*** Begin section ***

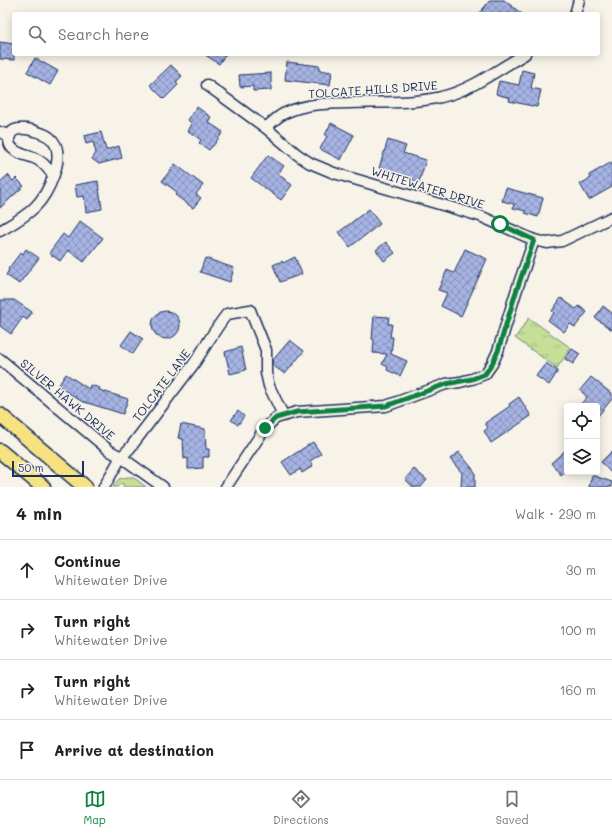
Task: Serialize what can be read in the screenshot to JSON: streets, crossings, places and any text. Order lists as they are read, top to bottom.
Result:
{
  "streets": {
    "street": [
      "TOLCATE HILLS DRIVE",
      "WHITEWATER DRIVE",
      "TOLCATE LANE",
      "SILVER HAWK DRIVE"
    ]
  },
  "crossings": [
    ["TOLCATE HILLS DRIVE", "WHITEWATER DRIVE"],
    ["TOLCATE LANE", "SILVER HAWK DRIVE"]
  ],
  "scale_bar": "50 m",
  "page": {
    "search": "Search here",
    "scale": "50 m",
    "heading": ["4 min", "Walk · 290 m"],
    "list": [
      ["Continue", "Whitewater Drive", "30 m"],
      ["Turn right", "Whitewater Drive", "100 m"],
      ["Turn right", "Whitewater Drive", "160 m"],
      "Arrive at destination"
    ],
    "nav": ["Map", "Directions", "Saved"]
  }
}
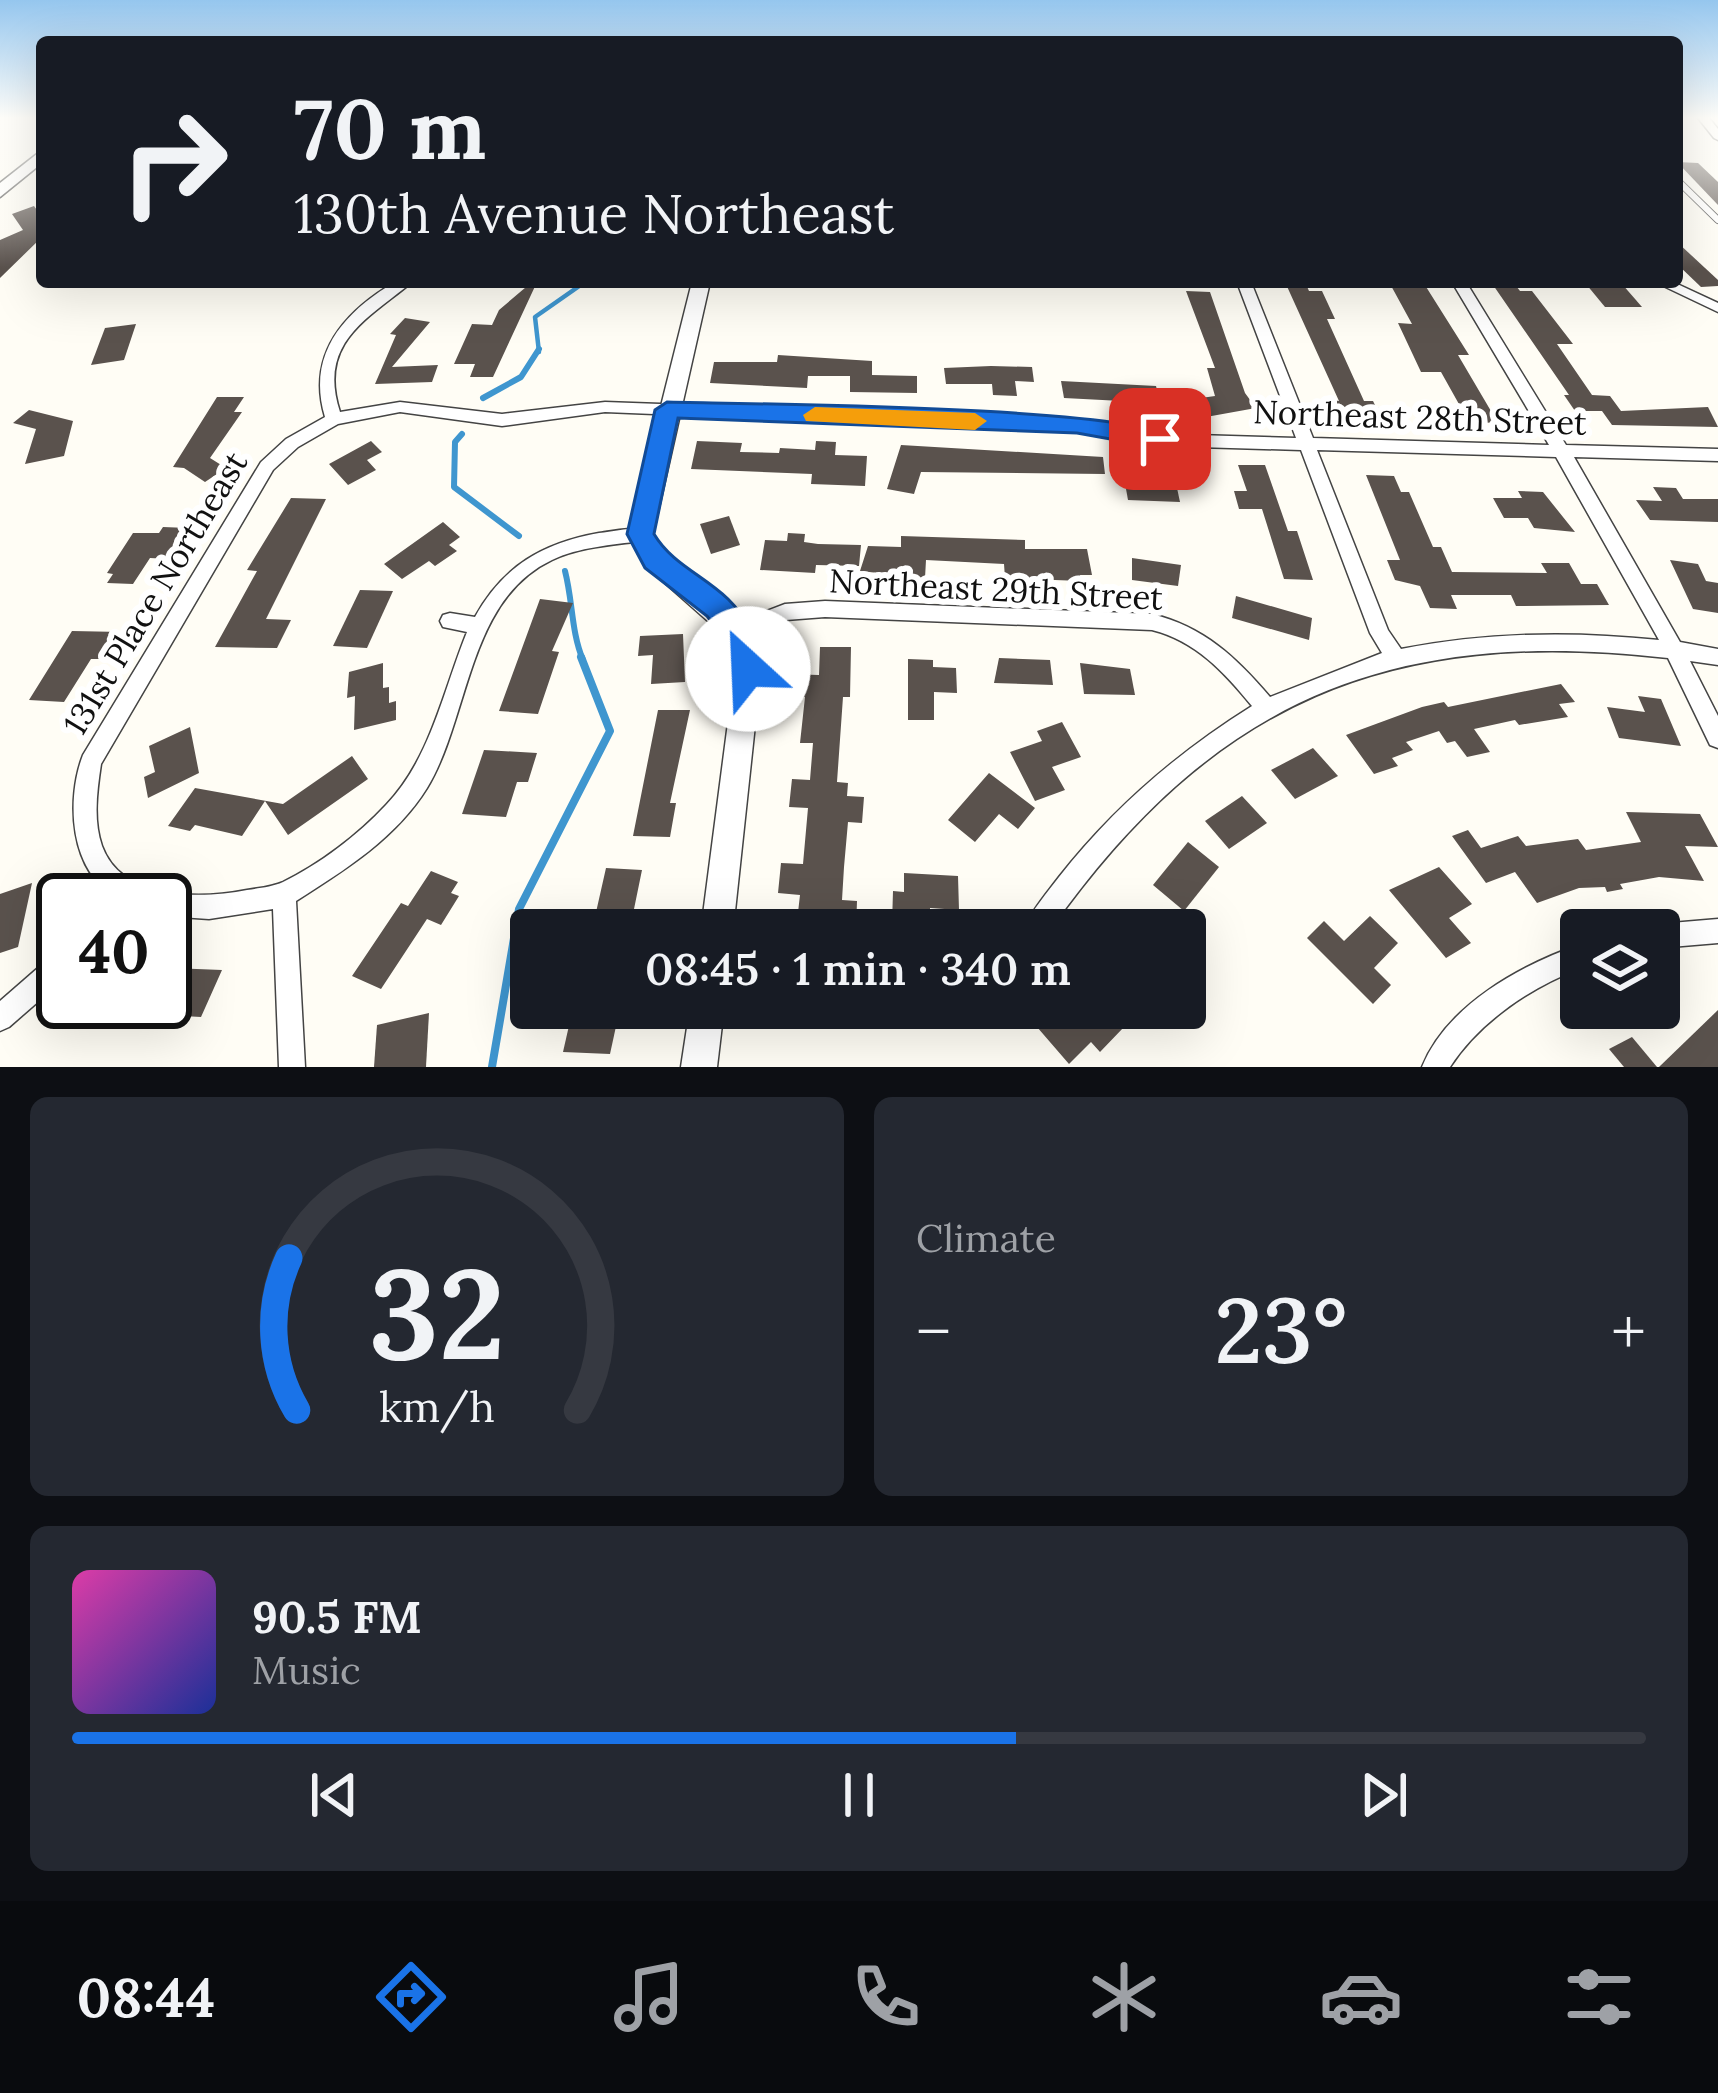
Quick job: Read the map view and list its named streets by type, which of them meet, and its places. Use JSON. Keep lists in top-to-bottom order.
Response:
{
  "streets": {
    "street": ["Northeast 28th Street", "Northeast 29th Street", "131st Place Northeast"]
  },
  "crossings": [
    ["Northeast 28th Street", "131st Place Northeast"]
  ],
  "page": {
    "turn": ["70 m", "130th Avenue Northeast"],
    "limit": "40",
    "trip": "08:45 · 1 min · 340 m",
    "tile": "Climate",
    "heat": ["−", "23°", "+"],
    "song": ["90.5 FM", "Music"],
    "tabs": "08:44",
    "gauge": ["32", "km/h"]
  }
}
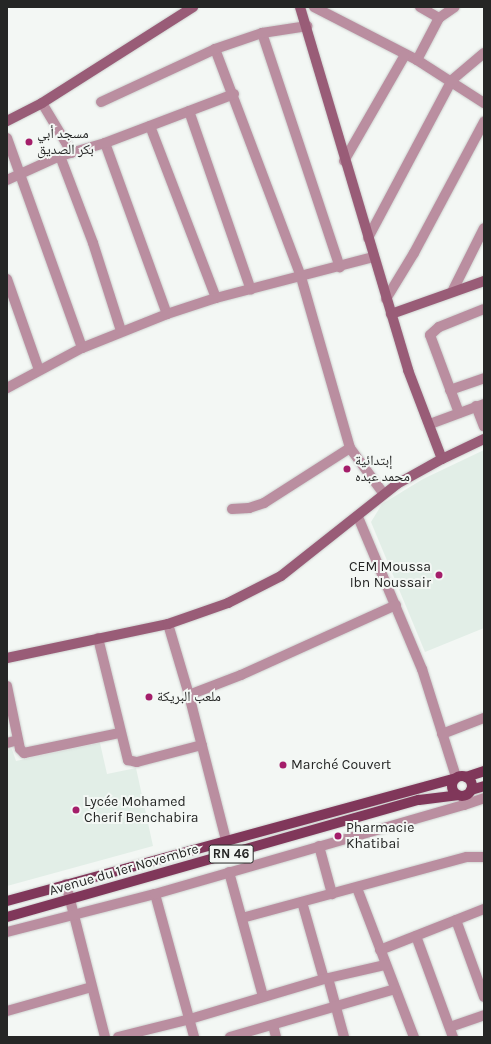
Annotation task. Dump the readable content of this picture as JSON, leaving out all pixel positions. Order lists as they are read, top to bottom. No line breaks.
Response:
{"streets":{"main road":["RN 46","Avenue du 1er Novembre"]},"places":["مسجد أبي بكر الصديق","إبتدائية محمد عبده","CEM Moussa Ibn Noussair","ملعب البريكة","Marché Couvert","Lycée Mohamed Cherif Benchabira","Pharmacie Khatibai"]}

*** End section ***

Task requirements
Without the pictures, copy out each entry exactly as it stands.

Your solution
Task: Serialize what can be read in the screenshot to JSON: streets, crossings, places and any text. Order lists as they are read, top to bottom.
Result:
{
  "streets": {
    "street": [
      "TOLCATE HILLS DRIVE",
      "WHITEWATER DRIVE",
      "TOLCATE LANE",
      "SILVER HAWK DRIVE"
    ]
  },
  "crossings": [
    ["TOLCATE HILLS DRIVE", "WHITEWATER DRIVE"],
    ["TOLCATE LANE", "SILVER HAWK DRIVE"]
  ],
  "scale_bar": "50 m",
  "page": {
    "search": "Search here",
    "scale": "50 m",
    "heading": ["4 min", "Walk · 290 m"],
    "list": [
      ["Continue", "Whitewater Drive", "30 m"],
      ["Turn right", "Whitewater Drive", "100 m"],
      ["Turn right", "Whitewater Drive", "160 m"],
      "Arrive at destination"
    ],
    "nav": ["Map", "Directions", "Saved"]
  }
}
Quick job: Read the map view and list its named streets by type, which of them meet, and its places. Use JSON. Keep lists in top-to-bottom order.
Response:
{
  "streets": {
    "street": ["Northeast 28th Street", "Northeast 29th Street", "131st Place Northeast"]
  },
  "crossings": [
    ["Northeast 28th Street", "131st Place Northeast"]
  ],
  "page": {
    "turn": ["70 m", "130th Avenue Northeast"],
    "limit": "40",
    "trip": "08:45 · 1 min · 340 m",
    "tile": "Climate",
    "heat": ["−", "23°", "+"],
    "song": ["90.5 FM", "Music"],
    "tabs": "08:44",
    "gauge": ["32", "km/h"]
  }
}
Annotation task. Dump the readable content of this picture as JSON, leaving out all pixel positions. Order lists as they are read, top to bottom. No line breaks.
Response:
{"streets":{"main road":["RN 46","Avenue du 1er Novembre"]},"places":["مسجد أبي بكر الصديق","إبتدائية محمد عبده","CEM Moussa Ibn Noussair","ملعب البريكة","Marché Couvert","Lycée Mohamed Cherif Benchabira","Pharmacie Khatibai"]}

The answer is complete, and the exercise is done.